Cold winter equals big dollars for Pangnirtung fishermen
“Most of our product is going right to China”
Two very different things have come together recently to put big money into the pockets of some Pangnirtung fishermen: favorable weather and changing palates in China.
Since late January, several Pangnirtung men have earned upwards of $30,000 fishing turbot and at least one has grossed more than $65,000.
The Pangnirtung fish plant pays fishermen $1.30 a pound for their catch, since January 21 it’s purchased more 525,000 pounds of turbot.
“We’re going to be profitable for the 2011 fiscal year,” said Don Cunningham, the manager of the fish plant. “We are just finishing the numbers and I’d rather not make them available yet, but it does look good.”
One reason for the bumper year is the cold weather, which means thick ice. Since mid-January fishermen have had a good platform to work on, and if the cold continues the thick ice could stick around for another week or two yet.
But the work is not easy, explains Cunningham.
Turbot fishermen spend the frigid winter days on the frozen bay, lowering lines with 120-150 hooks a piece through holes drilled in the ice.
A weighted contraption called a kite floats the line just perfectly along the bottom, where the speckled flat fish live. Everything fishermen catch must be towed back to town.
And equipment can be expensive. There is the engine, line, ropes, hooks and lumber for building shacks out on the ice.
This year, fishermen got a big assist from a program through the Fisheries and Sealing Division of the Nunavut Department of Environment that paid new fishermen up to $5,000 to purchase gear.
The program paid about $90,000 out to some 30 fishermen, said Cunningham.
But as much as the cold and a cadre of well-equipped fishermen has aided in the fish plant’s bumper season there is another reason for success, the Chinese are devouring turbot like never before.
“Most of our product is going right to China,” said Cunningham. “They even buy the heads.”
The Chinese pay anywhere from $2 to $5 a pound for the fish bodies, which are graded based on size, and about a dollar a pound for the heads.
And why would you want a turbot head? To make soup of course.
“The flavor is very nice and the nutrition is very rich,” said Chef Shirley Cheng, a Sichuan cuisine specialist with the Culinary Institute of America.
“It is good for your skin, for your beauty, for your kidney, and for your brain. If you eat it often you make your body very healthy, and your immune system strong.”
Other popular Chinese turbot dishes include turbot steamed with soy sauce, rice wine, white pepper, green onions and ginger, popular in southern China, and turbot pan fried with dried chilies and Sichuan pepper corn, a popular Sichuan dish.
Turbot live in cold northern waters and has been popular among Europeans for centuries.
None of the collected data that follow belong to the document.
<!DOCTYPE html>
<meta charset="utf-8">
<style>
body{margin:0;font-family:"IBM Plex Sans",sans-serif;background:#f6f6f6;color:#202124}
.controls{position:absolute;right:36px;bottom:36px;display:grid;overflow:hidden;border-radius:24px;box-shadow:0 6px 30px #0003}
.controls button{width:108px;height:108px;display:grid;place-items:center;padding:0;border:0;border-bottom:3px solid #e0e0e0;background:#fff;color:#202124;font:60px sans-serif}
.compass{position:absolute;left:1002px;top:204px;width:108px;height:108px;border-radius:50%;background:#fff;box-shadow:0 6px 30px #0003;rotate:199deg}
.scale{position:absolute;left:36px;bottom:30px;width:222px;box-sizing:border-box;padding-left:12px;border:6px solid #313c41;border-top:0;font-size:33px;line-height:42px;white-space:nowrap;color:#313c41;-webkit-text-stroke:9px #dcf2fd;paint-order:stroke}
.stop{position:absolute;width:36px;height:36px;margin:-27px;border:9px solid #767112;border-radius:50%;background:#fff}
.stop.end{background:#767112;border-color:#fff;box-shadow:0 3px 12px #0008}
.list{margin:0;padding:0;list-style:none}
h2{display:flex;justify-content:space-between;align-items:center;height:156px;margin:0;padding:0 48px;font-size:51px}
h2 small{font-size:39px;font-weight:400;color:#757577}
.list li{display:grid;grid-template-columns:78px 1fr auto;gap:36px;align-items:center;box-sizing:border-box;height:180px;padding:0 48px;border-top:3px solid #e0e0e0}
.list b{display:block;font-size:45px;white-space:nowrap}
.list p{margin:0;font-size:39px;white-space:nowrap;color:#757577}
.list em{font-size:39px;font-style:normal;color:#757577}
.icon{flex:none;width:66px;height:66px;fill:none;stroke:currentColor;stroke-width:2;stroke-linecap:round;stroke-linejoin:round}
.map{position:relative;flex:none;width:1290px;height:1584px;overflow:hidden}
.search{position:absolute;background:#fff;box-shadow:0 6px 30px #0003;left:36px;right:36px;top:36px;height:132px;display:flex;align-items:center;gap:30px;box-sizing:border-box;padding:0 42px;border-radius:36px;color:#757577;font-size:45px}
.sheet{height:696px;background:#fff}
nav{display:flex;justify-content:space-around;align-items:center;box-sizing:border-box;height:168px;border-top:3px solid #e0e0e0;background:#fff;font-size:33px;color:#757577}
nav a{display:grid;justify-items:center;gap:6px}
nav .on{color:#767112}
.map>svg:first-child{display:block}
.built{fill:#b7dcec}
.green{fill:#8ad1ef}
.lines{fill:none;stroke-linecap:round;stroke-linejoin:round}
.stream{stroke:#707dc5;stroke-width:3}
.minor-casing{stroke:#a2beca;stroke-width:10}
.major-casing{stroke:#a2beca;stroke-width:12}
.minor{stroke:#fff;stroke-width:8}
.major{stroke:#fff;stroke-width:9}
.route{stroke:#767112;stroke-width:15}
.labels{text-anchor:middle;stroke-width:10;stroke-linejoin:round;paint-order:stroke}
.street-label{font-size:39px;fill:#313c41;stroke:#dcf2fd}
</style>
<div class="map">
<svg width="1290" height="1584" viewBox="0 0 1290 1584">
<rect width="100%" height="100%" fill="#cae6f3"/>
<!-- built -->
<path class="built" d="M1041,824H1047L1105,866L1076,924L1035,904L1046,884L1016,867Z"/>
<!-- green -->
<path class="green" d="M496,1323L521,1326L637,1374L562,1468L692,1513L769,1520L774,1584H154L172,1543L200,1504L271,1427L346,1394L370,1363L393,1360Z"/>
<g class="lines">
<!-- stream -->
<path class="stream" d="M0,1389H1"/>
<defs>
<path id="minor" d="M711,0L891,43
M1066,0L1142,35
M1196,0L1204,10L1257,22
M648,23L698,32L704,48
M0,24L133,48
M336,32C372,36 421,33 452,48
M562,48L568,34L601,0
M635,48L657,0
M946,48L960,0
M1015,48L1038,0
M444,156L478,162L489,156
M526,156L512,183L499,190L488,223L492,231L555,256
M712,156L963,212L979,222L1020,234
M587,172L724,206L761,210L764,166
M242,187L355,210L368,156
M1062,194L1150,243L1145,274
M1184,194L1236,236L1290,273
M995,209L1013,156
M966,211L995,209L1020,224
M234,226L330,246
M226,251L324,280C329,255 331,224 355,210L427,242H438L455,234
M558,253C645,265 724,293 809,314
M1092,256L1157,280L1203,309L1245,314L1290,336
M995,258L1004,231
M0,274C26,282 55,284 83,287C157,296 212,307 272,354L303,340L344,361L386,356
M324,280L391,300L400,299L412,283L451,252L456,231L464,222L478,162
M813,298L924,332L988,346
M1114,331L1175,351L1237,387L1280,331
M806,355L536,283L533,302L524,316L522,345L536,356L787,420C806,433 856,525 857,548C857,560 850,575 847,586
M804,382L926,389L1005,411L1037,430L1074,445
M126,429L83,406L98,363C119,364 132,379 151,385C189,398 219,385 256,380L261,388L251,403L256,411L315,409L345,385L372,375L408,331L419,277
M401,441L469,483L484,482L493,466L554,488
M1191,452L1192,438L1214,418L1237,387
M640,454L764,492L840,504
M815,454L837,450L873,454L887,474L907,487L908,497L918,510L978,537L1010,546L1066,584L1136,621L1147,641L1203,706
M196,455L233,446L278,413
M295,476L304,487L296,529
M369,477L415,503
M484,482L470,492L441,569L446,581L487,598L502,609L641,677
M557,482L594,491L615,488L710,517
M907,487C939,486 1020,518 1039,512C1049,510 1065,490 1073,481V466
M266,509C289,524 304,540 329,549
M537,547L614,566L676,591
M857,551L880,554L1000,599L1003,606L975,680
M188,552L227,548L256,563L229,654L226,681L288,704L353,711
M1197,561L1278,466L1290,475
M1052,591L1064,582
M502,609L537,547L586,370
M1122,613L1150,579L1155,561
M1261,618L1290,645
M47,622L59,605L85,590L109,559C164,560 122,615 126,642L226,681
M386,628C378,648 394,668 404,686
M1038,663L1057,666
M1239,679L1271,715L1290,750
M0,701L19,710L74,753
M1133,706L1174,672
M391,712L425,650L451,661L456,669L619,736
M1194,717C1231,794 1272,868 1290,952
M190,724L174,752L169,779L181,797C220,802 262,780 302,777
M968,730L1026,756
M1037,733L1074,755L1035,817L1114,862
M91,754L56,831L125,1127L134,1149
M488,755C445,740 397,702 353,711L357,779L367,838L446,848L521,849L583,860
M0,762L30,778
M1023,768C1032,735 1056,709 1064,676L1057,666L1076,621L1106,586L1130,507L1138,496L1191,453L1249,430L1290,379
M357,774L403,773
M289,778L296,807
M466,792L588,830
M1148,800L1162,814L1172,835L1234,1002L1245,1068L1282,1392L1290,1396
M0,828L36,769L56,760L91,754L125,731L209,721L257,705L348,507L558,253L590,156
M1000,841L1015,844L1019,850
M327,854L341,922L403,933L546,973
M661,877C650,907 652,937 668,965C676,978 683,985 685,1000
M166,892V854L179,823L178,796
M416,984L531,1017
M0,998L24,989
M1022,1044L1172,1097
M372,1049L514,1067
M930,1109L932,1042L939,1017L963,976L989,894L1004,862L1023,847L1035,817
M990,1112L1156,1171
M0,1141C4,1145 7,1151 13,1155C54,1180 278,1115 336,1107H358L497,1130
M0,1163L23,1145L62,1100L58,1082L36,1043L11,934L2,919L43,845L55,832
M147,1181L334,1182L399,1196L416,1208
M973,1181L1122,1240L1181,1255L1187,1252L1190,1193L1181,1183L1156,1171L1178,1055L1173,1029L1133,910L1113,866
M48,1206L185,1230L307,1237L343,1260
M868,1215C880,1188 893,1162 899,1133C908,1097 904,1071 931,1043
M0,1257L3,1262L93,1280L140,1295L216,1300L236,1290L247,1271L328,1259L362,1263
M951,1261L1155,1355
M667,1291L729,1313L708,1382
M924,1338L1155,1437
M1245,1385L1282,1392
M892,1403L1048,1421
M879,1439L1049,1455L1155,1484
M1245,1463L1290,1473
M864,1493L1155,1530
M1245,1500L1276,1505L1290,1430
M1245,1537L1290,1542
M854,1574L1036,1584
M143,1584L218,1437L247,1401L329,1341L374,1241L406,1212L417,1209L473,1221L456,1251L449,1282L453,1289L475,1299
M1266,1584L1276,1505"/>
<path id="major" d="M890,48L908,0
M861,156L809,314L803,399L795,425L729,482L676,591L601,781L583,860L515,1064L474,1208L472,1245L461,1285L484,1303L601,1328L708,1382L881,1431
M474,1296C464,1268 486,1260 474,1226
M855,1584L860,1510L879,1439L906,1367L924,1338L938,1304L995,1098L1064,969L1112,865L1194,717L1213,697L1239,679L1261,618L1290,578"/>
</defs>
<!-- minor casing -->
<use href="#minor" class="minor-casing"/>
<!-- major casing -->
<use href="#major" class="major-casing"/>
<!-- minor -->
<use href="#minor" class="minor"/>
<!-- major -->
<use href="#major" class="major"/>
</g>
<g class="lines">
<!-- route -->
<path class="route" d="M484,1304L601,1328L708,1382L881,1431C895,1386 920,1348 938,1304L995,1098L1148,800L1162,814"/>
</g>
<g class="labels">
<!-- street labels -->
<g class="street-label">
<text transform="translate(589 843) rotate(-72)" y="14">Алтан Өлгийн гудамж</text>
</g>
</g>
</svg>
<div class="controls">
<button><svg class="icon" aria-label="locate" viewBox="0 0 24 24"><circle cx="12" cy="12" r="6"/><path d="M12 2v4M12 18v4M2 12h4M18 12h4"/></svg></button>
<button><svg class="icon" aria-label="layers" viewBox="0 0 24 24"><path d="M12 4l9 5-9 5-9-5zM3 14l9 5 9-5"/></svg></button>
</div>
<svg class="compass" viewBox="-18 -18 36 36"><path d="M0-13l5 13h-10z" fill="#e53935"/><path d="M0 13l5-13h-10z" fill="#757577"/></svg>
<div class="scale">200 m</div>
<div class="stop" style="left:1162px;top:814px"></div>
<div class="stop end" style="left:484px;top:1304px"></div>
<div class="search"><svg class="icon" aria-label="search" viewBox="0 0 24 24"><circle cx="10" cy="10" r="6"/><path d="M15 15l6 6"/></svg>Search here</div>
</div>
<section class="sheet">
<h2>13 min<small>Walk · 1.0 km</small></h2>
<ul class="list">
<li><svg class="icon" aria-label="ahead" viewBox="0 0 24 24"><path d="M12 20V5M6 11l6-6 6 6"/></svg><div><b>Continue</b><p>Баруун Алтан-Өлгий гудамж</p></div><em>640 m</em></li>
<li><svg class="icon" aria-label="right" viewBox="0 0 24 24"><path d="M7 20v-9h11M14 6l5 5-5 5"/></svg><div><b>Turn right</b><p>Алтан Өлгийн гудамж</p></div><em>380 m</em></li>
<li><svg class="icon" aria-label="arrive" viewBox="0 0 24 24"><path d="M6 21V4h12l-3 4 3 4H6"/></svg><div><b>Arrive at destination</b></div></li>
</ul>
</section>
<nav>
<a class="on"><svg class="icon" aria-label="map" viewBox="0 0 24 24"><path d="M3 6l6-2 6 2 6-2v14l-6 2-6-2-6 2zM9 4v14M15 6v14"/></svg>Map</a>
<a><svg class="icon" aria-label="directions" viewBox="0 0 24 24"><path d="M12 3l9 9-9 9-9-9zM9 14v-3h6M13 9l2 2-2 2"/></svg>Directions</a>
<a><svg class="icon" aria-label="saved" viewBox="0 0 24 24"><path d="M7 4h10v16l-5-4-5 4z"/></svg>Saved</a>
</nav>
The Chinese adopted a taste for the fish from them, initially importing it from countries like England and Germany. It’s only recently they have begun importing fish from Nunavut, a move Cheng says the territory should capitalize on.
“I don’t think the Chinese people know that much about where the fish comes from,” said Cheng. “You should label that big, because in your area the air is not polluted and the water is clean and the air is pure.”
Cunningham says such marketing schemes are actually underway. Nunavut turbot is already marketed under the name, “Truly Wild,” and he is working with the Department of Environment on a logo.
Although the cold weather and Chinese demand has been a blessing for the plant the whopping yield has brought along its own set of problems.
One issue is the fish plant took so much turbot this winter, they’ve been unable to process char.
This has upset Pangnirtung’s Hunters and Trappers Organization, whose members often fish for char in April and May.
Another problem is the fish plant didn’t purchase enough packaging on the sealift and have had to order the corrugated cardboard boxes they need for packing fish by air freight, which is expensive.
And then there is the fact that winter will eventually end, the ice will melt and the fish plant will have to rely on a catch brought by ship to a dock that is outdated.
Unfortunately, says Cunningham, the new dock won’t be ready until the fall.
Nevertheless, the bumper winter has spirits running high at the plant, which aside from indirectly employing the fishermen also employs about 20 people.
“We’ve paid out over $600,000 this winter,” said Cunningham, “that has a huge impact on a community of 1,200 people.”